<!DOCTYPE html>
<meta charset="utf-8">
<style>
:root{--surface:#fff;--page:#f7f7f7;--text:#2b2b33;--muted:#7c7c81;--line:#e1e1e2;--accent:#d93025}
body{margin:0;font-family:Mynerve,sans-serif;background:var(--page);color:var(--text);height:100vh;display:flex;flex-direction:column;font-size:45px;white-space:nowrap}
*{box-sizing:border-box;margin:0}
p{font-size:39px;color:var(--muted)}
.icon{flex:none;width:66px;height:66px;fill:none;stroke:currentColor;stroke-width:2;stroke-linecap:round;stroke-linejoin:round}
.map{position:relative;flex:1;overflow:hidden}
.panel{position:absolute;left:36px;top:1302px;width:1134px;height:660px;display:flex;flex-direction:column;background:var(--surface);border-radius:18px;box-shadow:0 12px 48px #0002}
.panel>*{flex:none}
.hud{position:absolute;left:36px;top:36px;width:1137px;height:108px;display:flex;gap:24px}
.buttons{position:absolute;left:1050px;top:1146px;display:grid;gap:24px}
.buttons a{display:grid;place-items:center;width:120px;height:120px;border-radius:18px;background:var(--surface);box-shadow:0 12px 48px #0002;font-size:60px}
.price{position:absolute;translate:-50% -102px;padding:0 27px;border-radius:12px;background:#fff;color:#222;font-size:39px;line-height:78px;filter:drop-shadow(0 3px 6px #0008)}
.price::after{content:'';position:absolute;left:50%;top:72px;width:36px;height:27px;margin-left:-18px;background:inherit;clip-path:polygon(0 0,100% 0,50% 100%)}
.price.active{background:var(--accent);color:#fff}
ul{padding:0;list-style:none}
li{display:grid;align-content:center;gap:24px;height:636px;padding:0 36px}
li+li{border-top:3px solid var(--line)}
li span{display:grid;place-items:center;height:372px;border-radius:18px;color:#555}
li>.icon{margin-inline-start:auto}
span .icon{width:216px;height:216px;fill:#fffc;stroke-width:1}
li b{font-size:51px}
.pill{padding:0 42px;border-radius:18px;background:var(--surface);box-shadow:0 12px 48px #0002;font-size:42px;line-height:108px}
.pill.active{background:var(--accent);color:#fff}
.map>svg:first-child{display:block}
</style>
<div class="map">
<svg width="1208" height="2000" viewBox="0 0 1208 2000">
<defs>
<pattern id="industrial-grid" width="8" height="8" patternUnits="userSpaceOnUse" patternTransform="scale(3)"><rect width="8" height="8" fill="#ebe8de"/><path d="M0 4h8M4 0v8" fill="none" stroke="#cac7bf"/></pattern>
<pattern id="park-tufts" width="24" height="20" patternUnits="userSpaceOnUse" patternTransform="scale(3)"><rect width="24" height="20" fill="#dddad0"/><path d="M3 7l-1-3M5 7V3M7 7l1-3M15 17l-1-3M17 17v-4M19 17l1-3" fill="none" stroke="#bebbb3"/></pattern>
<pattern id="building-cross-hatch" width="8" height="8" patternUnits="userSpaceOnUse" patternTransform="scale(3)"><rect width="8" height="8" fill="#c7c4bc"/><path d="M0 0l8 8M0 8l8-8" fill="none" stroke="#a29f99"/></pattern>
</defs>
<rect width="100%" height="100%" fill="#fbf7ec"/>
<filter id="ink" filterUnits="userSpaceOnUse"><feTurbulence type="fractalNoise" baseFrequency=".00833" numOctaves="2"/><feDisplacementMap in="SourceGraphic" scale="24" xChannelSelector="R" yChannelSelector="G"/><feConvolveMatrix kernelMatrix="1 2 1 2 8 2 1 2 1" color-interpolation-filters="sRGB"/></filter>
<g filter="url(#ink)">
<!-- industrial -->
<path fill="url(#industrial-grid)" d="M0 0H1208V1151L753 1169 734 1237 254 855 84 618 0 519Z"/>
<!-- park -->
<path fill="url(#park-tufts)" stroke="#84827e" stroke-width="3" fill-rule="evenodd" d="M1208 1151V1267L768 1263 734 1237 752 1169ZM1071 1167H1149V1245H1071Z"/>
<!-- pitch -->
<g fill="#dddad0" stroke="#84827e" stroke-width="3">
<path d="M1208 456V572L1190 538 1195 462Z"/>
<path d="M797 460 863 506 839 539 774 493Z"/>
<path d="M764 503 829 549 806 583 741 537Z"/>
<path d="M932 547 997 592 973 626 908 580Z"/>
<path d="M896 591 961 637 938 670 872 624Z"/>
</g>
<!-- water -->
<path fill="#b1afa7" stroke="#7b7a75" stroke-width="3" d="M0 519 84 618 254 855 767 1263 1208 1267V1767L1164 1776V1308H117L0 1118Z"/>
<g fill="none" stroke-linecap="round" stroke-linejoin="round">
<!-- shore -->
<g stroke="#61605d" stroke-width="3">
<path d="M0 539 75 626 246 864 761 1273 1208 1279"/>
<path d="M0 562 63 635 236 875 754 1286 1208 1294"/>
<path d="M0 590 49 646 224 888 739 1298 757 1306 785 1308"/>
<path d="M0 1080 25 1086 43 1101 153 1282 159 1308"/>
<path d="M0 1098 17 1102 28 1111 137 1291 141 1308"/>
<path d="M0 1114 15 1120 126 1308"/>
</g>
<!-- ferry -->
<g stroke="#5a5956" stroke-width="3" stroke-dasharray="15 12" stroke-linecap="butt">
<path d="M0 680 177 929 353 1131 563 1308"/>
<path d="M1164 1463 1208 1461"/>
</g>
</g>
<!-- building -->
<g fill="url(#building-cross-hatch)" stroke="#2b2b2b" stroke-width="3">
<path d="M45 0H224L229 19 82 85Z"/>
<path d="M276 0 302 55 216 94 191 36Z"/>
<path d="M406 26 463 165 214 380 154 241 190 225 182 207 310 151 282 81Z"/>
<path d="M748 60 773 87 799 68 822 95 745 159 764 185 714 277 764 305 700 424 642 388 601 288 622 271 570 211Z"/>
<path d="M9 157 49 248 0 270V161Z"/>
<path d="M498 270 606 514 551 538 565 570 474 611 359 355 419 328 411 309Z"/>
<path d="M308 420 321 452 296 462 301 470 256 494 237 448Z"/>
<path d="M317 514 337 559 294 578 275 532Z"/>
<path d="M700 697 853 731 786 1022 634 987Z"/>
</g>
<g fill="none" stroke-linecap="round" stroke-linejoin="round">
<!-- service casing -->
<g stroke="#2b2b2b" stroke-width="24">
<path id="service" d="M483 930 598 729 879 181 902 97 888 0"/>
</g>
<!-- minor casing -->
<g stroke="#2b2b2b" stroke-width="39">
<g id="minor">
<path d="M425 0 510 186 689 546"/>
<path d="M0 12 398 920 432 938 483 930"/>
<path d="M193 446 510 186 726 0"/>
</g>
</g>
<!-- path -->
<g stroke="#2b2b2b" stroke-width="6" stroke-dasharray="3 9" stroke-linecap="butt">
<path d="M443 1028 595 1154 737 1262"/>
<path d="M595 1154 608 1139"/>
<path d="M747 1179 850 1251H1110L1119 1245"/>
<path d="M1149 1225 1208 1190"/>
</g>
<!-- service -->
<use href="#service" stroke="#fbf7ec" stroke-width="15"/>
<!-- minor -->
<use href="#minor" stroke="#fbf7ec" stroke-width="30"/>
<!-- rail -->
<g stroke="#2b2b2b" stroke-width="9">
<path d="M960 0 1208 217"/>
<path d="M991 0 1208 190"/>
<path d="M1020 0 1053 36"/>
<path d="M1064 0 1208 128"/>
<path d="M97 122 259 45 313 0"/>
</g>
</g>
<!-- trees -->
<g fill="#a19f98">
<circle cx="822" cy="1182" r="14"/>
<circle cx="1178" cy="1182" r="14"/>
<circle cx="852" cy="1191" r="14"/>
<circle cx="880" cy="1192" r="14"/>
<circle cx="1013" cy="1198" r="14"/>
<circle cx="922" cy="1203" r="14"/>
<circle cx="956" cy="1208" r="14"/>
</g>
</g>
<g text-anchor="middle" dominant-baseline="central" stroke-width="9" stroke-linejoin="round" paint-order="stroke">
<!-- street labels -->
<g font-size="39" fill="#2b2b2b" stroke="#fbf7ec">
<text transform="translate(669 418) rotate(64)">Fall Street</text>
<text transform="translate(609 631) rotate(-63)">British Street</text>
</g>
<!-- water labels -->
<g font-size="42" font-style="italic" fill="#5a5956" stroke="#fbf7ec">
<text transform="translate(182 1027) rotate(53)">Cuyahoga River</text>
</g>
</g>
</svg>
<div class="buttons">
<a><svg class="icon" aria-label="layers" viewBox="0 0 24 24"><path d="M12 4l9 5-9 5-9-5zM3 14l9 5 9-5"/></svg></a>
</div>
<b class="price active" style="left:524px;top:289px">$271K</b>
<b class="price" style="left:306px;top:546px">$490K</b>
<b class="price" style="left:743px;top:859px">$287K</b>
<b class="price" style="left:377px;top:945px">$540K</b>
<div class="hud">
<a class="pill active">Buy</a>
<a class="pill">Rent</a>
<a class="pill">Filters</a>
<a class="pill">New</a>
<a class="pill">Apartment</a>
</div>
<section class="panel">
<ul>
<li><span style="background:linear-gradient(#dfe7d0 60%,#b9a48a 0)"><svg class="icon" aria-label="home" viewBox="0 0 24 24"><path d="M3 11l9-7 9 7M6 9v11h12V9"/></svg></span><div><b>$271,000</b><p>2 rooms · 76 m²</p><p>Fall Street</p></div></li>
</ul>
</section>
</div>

━━━━━━━━━━━━━━━━

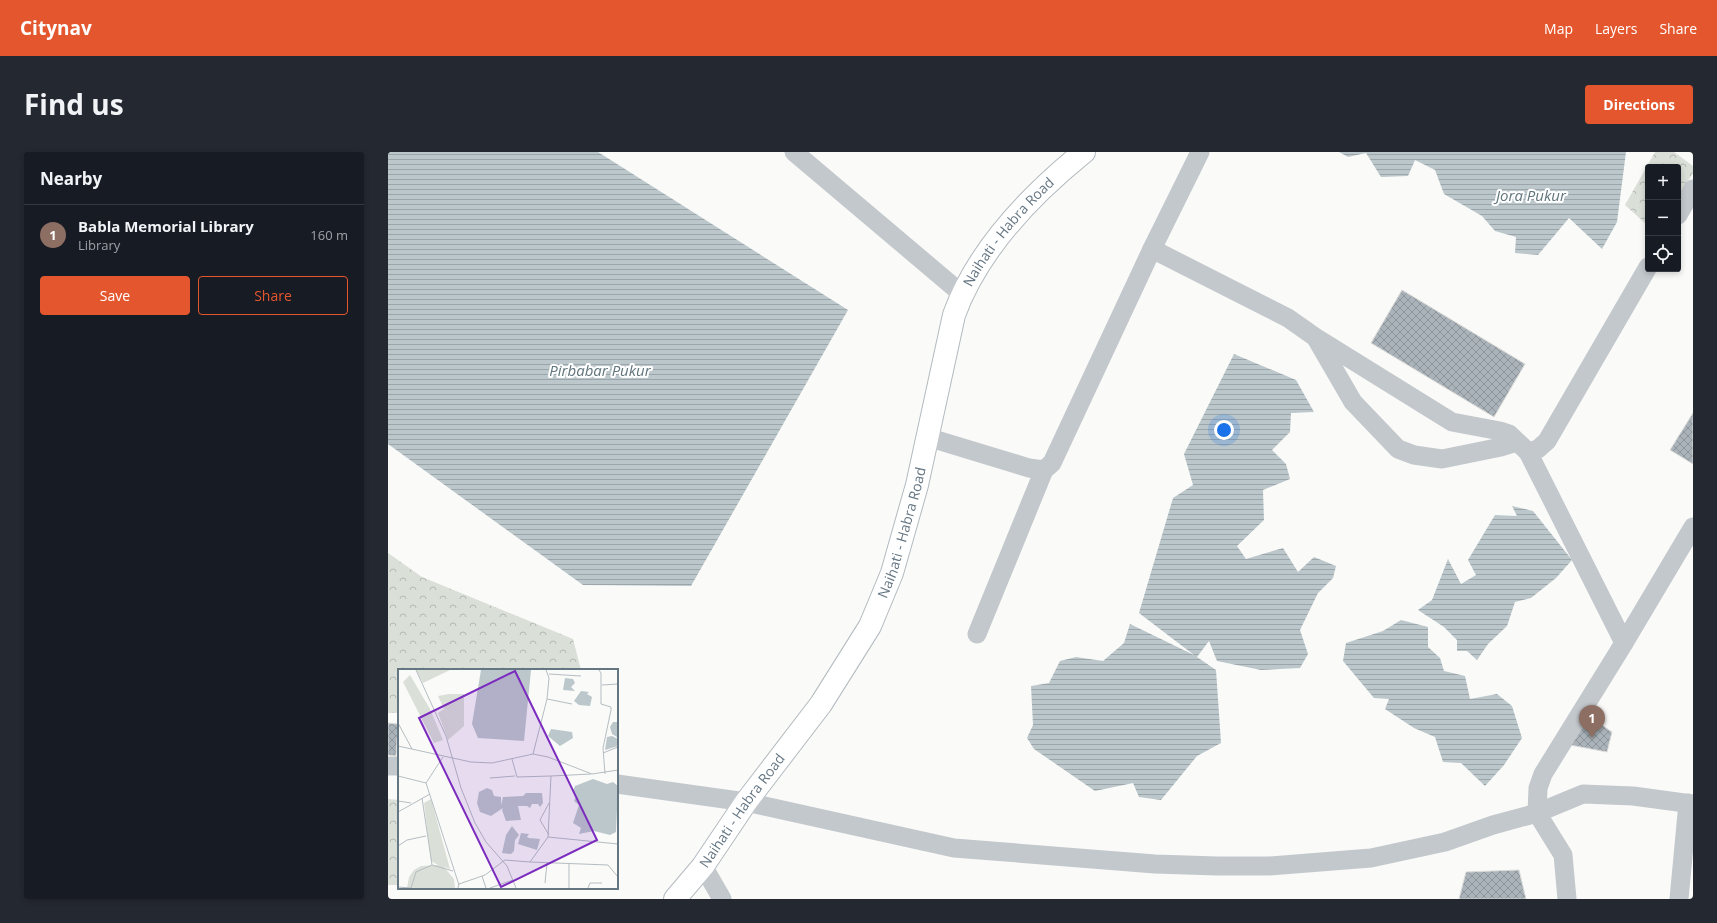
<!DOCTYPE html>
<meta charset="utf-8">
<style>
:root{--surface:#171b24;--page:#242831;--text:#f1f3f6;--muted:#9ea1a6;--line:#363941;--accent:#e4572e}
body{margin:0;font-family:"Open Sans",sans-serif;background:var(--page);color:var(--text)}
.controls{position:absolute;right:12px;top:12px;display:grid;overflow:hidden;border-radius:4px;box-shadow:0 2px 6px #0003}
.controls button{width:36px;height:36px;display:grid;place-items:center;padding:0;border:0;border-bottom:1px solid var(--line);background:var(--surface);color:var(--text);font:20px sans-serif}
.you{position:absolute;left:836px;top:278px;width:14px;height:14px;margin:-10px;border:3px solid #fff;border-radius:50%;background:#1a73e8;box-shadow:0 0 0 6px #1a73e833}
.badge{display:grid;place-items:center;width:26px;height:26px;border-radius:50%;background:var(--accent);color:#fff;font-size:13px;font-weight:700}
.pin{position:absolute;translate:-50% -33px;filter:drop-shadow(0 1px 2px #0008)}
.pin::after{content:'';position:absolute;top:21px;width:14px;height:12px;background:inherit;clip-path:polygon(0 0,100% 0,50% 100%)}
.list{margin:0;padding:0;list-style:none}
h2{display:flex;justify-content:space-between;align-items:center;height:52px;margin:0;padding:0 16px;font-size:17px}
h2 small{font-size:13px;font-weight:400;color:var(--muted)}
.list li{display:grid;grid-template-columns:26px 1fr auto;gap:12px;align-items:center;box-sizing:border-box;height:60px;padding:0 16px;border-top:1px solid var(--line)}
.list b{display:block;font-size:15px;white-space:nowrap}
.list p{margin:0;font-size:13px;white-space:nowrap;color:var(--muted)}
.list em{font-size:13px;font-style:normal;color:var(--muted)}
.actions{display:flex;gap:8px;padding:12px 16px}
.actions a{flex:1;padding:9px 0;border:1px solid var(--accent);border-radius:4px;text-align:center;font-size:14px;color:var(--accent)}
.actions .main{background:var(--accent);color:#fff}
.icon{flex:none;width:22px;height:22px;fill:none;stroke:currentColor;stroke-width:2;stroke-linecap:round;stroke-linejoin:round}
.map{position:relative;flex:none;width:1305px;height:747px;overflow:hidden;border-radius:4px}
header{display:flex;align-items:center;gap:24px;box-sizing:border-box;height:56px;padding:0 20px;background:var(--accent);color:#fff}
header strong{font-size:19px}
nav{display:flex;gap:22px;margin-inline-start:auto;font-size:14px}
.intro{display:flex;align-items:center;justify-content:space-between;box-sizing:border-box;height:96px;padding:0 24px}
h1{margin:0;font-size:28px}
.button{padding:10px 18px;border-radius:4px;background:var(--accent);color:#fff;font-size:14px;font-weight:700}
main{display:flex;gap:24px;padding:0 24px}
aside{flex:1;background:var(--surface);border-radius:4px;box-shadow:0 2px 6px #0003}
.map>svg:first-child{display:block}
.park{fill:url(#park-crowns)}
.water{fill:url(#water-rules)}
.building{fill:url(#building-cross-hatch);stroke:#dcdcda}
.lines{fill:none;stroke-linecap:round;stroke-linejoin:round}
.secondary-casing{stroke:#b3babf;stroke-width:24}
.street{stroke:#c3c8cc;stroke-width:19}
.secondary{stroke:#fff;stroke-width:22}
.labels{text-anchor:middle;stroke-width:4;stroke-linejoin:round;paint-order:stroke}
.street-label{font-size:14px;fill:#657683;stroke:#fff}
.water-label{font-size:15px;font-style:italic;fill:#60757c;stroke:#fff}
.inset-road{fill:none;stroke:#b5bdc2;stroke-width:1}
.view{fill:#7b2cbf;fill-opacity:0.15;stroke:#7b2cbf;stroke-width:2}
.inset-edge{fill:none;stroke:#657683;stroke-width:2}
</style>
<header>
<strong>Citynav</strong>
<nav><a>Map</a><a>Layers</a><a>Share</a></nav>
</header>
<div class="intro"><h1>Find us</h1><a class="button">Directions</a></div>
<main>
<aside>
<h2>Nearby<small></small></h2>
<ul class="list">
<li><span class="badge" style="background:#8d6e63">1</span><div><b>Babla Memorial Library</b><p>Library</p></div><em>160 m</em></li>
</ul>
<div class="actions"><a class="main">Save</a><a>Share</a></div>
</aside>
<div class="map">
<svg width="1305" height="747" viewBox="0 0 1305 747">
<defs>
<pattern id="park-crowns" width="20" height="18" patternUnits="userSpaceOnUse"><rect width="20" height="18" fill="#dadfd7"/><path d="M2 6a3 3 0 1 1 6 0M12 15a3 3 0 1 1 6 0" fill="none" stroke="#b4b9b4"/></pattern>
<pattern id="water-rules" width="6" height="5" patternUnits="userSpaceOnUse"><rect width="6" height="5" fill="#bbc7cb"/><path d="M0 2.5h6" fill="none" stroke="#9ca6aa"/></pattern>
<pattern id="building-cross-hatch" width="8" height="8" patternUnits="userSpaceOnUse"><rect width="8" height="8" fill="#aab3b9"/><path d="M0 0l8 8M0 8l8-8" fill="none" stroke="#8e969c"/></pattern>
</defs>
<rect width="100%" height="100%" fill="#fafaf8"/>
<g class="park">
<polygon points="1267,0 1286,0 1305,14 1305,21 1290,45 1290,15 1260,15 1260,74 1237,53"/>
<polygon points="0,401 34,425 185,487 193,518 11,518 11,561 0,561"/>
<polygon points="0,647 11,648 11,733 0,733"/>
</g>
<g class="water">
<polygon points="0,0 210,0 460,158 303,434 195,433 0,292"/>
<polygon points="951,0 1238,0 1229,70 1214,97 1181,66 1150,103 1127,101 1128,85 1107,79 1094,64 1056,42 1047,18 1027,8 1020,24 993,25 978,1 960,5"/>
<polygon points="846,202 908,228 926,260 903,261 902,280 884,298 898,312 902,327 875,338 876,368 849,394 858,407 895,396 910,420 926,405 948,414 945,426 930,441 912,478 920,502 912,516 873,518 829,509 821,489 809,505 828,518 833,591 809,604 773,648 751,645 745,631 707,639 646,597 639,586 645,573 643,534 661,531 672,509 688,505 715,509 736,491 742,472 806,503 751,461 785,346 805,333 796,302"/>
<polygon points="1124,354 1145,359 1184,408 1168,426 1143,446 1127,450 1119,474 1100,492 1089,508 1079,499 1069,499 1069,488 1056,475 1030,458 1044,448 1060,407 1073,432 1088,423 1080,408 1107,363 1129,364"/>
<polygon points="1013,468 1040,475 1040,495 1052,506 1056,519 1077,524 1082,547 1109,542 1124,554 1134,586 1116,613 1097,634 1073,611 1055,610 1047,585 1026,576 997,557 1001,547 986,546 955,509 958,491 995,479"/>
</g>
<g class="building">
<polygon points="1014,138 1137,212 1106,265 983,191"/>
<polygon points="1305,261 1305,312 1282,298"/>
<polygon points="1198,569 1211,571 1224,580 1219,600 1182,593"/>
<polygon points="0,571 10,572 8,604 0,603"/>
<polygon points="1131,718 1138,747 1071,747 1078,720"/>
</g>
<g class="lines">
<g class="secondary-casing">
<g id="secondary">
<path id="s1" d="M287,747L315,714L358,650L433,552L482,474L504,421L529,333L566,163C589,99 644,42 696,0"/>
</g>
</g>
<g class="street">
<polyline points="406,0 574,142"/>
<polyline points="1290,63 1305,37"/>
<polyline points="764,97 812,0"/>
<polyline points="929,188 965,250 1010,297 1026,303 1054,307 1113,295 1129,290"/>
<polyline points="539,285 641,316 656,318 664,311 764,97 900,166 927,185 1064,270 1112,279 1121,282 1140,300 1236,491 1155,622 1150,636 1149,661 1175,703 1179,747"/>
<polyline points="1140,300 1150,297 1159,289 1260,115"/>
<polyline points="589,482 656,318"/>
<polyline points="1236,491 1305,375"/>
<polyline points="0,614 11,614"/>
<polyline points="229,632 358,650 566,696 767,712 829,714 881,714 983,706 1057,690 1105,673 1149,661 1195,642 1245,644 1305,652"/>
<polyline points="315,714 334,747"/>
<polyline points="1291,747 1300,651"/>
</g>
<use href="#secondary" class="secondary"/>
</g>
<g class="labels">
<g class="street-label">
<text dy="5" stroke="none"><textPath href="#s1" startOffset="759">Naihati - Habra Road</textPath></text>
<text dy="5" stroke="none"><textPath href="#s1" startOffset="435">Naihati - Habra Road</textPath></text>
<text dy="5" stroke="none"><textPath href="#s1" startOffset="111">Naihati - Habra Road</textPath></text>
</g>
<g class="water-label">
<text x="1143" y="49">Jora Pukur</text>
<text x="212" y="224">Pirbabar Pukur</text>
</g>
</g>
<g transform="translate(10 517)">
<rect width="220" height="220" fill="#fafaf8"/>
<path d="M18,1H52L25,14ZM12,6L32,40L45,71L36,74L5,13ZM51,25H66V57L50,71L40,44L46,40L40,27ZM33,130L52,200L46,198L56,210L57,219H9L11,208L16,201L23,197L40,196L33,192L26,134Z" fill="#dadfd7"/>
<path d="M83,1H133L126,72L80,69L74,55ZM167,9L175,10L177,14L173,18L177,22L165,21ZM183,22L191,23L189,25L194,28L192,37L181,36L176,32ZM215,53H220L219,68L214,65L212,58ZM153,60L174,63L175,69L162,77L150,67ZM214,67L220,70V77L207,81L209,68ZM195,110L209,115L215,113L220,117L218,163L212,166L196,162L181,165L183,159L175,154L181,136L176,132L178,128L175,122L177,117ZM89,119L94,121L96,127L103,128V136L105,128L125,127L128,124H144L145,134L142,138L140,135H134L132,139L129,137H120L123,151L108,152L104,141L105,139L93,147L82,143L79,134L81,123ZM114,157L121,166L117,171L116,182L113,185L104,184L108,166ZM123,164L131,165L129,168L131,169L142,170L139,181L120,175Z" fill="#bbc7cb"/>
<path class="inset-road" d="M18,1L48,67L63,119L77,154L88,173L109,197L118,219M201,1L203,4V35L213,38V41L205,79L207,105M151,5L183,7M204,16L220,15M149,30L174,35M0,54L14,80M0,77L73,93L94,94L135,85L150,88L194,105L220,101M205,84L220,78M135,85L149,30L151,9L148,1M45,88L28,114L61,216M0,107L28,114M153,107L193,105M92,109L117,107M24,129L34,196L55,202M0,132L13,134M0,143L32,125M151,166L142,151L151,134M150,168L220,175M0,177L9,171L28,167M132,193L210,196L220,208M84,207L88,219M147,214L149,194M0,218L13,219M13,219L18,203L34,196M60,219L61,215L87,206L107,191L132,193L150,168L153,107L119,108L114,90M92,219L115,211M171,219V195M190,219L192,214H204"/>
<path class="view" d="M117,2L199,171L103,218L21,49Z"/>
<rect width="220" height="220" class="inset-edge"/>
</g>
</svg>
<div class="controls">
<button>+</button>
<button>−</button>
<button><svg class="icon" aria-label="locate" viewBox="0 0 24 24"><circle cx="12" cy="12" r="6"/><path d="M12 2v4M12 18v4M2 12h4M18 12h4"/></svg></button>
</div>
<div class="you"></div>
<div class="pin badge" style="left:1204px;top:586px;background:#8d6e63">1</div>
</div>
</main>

━━━━━━━━━━━━━━━━

**TASK GOAL:** Find each line in the records holding the string "buttons" and show it.

**SOLUTION:**
.buttons{position:absolute;left:1050px;top:1146px;display:grid;gap:24px}
.buttons a{display:grid;place-items:center;width:120px;height:120px;border-radius:18px;background:var(--surface);box-shadow:0 12px 48px #0002;font-size:60px}
<div class="buttons">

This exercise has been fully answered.